Saturday, December 13, 2003

Via Crooked Timber, I found a blog decrying the "hounding" of Elizabeth Loftus. Loftus was a primary figure in the "memory wars" that swept the mental health field in the 80s and early 90s.

The memory wars were an ugly, ugly time. What I can only call a therapeutic cult had grown up around the idea that depression and other psychological problems in adulthood were the result of repressed memories of childhood abuse, which could be retrieved through what we now know are unreliable memory-recovery techniques such as hypnosis. The battle over "repressed memories" - which typically had disastrous consequences for individuals and families - coincided with a growing understanding that witnesses' memories in criminal cases could be swayed by leading questions. (The McMartin preschool case is the most notorious example, but there were many similar cases.)

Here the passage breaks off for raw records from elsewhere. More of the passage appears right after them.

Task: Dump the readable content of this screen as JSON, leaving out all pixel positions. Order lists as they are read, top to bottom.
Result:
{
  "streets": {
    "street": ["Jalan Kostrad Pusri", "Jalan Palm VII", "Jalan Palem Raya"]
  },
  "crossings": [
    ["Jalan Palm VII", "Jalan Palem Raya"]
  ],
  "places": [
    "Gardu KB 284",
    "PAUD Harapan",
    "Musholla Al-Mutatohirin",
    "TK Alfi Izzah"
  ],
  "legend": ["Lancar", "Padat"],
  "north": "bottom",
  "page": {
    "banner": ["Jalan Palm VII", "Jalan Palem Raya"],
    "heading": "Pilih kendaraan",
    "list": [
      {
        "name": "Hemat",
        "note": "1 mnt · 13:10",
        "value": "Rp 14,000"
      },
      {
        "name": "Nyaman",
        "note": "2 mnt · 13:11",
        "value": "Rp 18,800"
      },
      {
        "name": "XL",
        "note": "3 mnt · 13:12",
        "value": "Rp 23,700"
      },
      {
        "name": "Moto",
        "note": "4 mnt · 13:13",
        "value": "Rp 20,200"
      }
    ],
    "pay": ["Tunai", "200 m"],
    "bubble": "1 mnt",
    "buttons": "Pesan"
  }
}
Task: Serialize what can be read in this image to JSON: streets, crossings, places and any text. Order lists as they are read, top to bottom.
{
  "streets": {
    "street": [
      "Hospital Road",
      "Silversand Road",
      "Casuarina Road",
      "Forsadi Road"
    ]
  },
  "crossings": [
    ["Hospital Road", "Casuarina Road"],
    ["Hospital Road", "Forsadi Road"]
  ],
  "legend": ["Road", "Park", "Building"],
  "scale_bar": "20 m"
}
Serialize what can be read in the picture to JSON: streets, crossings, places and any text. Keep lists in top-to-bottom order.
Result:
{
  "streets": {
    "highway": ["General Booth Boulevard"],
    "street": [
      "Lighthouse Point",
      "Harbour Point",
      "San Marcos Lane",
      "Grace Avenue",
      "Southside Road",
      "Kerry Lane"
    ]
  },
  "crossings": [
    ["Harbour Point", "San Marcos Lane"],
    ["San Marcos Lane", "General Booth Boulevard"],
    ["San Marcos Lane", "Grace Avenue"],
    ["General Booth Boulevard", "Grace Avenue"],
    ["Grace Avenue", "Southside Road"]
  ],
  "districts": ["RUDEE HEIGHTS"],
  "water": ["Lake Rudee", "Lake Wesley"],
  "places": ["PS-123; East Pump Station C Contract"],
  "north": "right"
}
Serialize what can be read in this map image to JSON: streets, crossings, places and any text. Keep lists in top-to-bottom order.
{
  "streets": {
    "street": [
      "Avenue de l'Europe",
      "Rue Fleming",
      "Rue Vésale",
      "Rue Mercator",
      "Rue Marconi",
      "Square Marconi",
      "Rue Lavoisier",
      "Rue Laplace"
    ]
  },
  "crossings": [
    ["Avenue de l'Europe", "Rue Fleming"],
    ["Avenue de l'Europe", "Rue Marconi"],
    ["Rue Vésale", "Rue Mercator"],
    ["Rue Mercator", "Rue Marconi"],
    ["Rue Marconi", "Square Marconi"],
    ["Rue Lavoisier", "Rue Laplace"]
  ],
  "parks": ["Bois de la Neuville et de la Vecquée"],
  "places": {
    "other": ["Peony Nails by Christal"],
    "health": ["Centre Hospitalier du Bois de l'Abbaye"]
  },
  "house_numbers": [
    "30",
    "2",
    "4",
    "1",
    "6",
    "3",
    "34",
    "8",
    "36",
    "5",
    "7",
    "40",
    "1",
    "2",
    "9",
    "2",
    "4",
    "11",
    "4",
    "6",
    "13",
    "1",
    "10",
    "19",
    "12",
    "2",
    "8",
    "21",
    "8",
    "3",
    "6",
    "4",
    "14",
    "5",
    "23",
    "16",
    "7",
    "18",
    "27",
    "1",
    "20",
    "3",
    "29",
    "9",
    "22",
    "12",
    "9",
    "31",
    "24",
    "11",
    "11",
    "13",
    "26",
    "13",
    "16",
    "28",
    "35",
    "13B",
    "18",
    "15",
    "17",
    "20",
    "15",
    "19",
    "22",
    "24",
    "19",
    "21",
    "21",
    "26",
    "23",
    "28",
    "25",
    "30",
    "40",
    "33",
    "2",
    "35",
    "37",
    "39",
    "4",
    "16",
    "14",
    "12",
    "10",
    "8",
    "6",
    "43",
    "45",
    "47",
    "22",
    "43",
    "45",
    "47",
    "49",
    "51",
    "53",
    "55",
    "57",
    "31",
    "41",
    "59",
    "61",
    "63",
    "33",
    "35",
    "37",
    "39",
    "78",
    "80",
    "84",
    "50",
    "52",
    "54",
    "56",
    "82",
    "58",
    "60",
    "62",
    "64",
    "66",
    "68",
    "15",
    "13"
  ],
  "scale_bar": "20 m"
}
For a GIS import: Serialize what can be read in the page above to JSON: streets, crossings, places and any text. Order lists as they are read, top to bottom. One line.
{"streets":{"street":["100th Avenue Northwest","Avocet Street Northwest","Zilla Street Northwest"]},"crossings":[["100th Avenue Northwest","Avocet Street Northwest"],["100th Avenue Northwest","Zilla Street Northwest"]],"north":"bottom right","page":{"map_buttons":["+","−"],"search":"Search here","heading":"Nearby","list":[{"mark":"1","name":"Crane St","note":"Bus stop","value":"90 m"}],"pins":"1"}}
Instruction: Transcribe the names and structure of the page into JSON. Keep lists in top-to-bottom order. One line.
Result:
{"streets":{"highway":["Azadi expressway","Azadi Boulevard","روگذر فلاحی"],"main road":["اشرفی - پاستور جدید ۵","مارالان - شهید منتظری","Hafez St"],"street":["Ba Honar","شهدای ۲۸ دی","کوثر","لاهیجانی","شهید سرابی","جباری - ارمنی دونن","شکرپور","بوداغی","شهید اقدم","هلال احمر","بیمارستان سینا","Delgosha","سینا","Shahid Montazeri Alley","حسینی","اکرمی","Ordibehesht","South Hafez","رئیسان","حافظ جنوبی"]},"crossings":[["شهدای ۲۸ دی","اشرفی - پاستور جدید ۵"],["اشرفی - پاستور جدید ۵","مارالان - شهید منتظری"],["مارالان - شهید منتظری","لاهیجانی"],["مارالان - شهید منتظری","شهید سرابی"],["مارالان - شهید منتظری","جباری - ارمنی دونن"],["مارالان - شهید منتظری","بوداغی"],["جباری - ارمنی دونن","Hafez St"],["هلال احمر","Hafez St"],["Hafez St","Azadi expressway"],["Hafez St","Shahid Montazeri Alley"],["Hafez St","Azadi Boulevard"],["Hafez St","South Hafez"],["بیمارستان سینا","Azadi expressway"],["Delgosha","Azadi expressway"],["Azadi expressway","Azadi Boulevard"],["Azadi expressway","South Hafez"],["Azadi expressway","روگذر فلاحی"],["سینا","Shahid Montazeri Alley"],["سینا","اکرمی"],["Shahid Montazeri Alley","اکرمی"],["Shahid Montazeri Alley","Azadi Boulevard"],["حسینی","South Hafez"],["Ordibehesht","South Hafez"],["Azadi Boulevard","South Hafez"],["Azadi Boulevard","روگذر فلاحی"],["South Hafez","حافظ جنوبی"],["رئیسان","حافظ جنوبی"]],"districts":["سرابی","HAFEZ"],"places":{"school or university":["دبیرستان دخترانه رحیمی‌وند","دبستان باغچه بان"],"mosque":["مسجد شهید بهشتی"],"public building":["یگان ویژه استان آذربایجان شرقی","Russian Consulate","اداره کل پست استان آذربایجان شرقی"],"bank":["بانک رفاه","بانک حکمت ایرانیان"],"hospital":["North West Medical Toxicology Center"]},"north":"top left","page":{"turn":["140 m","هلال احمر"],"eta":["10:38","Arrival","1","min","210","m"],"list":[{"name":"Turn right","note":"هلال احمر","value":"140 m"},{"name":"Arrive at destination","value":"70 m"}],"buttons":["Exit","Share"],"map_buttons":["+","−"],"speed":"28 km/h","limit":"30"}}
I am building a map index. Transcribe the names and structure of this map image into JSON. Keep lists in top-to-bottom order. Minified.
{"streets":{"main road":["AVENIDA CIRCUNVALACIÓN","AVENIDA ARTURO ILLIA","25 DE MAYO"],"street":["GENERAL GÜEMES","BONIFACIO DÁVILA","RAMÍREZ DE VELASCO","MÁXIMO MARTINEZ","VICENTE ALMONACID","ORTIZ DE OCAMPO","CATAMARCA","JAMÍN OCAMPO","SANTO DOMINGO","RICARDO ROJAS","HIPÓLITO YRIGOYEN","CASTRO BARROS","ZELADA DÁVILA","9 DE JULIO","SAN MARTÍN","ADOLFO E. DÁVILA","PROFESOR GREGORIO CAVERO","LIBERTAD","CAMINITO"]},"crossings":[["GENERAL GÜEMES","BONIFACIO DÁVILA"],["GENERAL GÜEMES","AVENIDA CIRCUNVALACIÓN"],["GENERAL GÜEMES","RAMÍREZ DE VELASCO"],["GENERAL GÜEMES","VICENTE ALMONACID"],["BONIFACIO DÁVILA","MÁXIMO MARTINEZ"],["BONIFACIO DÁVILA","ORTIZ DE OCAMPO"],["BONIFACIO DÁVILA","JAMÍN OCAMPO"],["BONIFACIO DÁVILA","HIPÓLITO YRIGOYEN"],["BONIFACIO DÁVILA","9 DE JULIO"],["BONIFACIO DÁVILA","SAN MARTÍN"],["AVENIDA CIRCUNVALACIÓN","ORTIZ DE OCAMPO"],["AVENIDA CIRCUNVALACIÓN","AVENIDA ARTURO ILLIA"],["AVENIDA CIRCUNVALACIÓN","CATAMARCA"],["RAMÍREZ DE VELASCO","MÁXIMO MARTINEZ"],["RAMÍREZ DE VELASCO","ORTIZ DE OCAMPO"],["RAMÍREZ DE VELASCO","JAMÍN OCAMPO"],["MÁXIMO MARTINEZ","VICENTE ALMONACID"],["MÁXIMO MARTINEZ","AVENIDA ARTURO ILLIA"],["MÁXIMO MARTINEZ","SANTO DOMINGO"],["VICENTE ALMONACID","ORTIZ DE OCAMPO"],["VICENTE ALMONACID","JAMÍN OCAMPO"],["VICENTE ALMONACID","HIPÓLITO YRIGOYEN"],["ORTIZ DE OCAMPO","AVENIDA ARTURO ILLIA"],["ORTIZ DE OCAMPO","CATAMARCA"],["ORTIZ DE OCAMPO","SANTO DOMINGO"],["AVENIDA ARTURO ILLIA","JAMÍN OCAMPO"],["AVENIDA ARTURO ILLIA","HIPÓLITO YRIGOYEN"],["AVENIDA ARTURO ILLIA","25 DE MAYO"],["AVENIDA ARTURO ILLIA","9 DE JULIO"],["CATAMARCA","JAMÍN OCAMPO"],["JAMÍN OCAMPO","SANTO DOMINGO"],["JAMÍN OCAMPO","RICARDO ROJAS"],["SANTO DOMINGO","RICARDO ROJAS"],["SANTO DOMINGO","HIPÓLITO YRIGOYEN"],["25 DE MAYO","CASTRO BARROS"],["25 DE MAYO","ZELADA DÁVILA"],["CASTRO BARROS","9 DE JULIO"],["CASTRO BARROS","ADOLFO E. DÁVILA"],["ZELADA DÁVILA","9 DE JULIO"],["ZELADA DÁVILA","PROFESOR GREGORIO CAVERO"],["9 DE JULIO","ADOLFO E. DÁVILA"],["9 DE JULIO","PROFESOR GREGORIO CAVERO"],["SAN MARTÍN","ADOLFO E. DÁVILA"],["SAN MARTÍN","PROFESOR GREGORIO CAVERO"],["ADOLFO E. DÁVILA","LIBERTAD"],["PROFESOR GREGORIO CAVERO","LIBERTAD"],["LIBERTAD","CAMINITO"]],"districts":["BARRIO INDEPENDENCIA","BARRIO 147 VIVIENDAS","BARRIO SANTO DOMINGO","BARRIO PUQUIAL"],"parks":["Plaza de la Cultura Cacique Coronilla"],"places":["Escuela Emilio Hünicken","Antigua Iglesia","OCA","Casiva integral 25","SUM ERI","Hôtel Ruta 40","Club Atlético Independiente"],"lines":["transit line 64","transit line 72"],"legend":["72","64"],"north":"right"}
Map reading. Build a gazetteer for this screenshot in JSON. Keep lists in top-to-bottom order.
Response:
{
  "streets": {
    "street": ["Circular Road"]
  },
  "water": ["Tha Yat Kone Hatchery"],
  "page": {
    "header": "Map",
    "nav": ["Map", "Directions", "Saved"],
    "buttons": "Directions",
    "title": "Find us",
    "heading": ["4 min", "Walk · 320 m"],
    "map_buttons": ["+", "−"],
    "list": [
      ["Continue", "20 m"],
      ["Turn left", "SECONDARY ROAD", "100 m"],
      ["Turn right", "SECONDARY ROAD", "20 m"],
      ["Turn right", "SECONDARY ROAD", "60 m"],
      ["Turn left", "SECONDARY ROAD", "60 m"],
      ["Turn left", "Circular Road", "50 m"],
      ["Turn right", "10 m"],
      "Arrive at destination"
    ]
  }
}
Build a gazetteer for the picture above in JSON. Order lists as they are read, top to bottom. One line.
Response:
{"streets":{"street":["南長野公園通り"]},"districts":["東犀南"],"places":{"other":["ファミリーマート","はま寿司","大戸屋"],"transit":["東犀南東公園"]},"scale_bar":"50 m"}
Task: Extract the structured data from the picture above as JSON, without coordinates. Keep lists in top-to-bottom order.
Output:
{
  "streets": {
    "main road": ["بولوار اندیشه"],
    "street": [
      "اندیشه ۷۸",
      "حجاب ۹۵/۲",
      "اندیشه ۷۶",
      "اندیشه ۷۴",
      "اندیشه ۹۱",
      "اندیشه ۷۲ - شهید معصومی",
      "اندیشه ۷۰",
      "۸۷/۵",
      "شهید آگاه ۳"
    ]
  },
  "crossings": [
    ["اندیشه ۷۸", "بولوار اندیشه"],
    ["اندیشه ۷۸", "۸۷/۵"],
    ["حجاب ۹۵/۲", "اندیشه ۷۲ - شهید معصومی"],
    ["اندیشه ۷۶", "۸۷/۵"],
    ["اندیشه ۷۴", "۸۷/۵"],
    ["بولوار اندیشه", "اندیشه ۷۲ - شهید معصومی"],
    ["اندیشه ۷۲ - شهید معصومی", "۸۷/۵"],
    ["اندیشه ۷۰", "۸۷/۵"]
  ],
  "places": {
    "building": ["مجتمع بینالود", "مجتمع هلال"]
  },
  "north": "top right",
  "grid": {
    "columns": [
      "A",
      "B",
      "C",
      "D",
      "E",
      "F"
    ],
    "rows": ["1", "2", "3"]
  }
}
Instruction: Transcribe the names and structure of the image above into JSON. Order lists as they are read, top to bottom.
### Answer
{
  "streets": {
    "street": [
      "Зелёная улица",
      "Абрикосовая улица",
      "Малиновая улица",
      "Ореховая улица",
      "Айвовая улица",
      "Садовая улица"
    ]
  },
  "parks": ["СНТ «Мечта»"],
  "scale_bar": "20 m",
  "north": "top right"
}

Loftus conducted excellent research about the unreliability of eyewitness testimony - that's how she made her professional reputation. But in their justified crusade against recovered-memory hysteria, she and her colleagues had a tendency to overstate their data and ellide important differences between cases. For example, they made no distinction between spontaneous recovery of abuse memories (triggered, for example, by revisiting a childhood home or seeing the abuser again) and recovery of abuse memories under coercive questioning. Cases in which always-remembered abuse was disclosed in adulthood also tended to be treated like cases in which abuse memories were recovered in therapy. In general, Loftus's "False Memory Foundation" tended to uncritically accept the stories of parents who claimed their children were making false accusations of abuse, without independent investigation. So: really ugly.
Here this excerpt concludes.